A partir dos anos 1990 temos marcas indeléveis que demonstram um início de transformação na diversidade de participações de gênero na história oficial dos Jogos Olímpicos. Quem não se lembra da corredora velocista Cathy Freeman, aborígene australiana, em Atlanta, em 1996? Ou do anúncio público da homossexualidade do saltador medalhista olímpico, Greg Louganis, ainda em 1994? Estas aparições dissonantes são tímidas e têm aumentado ao longo dos anos.
Várias/os atletas gays, bissexuais e lésbicas já participaram de edições olímpicas, sempre sob as prerrogativas heteronormativas, e isso tem sido uma constante. Haja vista os recorrentes relatórios do site Outsports.com, que invariavelmente acrescentam um digito a mais quando identificam algum/alguma destes atletas que participam das disputas olímpicas de verão ou inverno. Contudo, no caso de outras orientações e identidades de gênero, o ritmo das mudanças tem sido mais lento.
Se há uma história outra dentro da história oficial do esporte, um nome esquecido, ainda em fins dos anos 1960, contribuiu para levantar a possibilidade de existência de outros corpos sexuados nos registros olímpicos. Thomas Waddell era um decatleta estadunidense, que competiu nos Jogos da Cidade do México, em 1968, e se reconhecia como bissexual. A partir de sua condição de sujeito não heteronormativo, Waddell trabalhou na perspectiva da inclusão da diversidade de gênero e sexual quando propôs a criação dos Jogos Olímpicos Gays (mais tarde nomeados apenas Gay Games), em 1982.
Apesar destes apontamentos, devemos reconhecer que há esforços no sentido de maior aceitação e possibilidades de inclusão de gêneros no meio olímpico. E o comitê organizador de Paris sinalizou isso com diversas ações: a criação da figura de uma mulher (Marianne) em seu logo, que simboliza a chama olímpica; o ajuste dos horários de competições para que haja mais mulheres competindo no horário
nobre da televisão; a renomeação de lugares com nomes de importantes mulheres históricas; ou ainda quando apoia a existência da Pride House, um local de acolhimento e celebração da diversidade sexual e de gênero, durante seus Jogos.
Porém, sob os auspícios de buscar a tal “igualdade de gênero”, para um mundo mais justo e equitativo, e assim se afinar com a Agenda do Desenvolvimento Sustentável da ONU para 2030, as ações do comitê dos Jogos de Paris e do Comitê Olímpico Internacional (COI) ainda são bastante tímidas e insuficientes.

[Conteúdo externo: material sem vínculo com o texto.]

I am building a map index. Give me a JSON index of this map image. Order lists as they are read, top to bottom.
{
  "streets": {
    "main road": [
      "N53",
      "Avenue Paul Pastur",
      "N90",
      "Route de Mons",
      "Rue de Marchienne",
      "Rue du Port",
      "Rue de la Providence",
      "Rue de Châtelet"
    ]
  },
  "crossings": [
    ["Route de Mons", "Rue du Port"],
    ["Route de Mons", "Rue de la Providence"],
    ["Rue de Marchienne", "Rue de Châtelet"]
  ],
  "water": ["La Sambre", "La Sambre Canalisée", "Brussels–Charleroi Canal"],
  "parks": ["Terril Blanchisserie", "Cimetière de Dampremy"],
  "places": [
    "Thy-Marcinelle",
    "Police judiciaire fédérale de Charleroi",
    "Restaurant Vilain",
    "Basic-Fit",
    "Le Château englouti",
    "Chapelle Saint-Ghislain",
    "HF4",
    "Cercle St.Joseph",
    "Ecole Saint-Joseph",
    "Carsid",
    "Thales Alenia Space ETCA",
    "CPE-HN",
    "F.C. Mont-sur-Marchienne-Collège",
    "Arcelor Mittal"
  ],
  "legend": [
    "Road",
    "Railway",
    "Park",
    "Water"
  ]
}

E mesmo se tomarmos apenas a categoria genérica “mulheres”, como se insiste, poderíamos nos perguntar: e as massagistas, técnicas, assistentes técnicas, preparadoras físicas, árbitras, oficiais técnicas (ITO’s), cis, trans, não bináries, racializadas ou não, que sequer tiveram a chance de serem chamadas para estes megaeventos? E as mulheres jornalistas muçulmanas estariam em igual número representativo cobrindo os Jogos como seus colegas homens? Indubitavelmente, os Jogos Olímpicos (e possivelmente os Paralímpicos) de Paris-2024 serão um passo a mais na busca de condições equitativas de gênero. No entanto, a luta de resistência para uma maior consideração sobre a interseccionalidade continuará: não é possível entender gênero como sinônimo de mulher e considerar a variável gênero de modo isolado de outras (como origem étnica, religião, gênero, orientação, profissão e demais), pois não se está atingindo a “igualdade de gênero”. Porque se devem levar em consideração outras mulheres e mesmo outros sujeitos sexualizados e racializados.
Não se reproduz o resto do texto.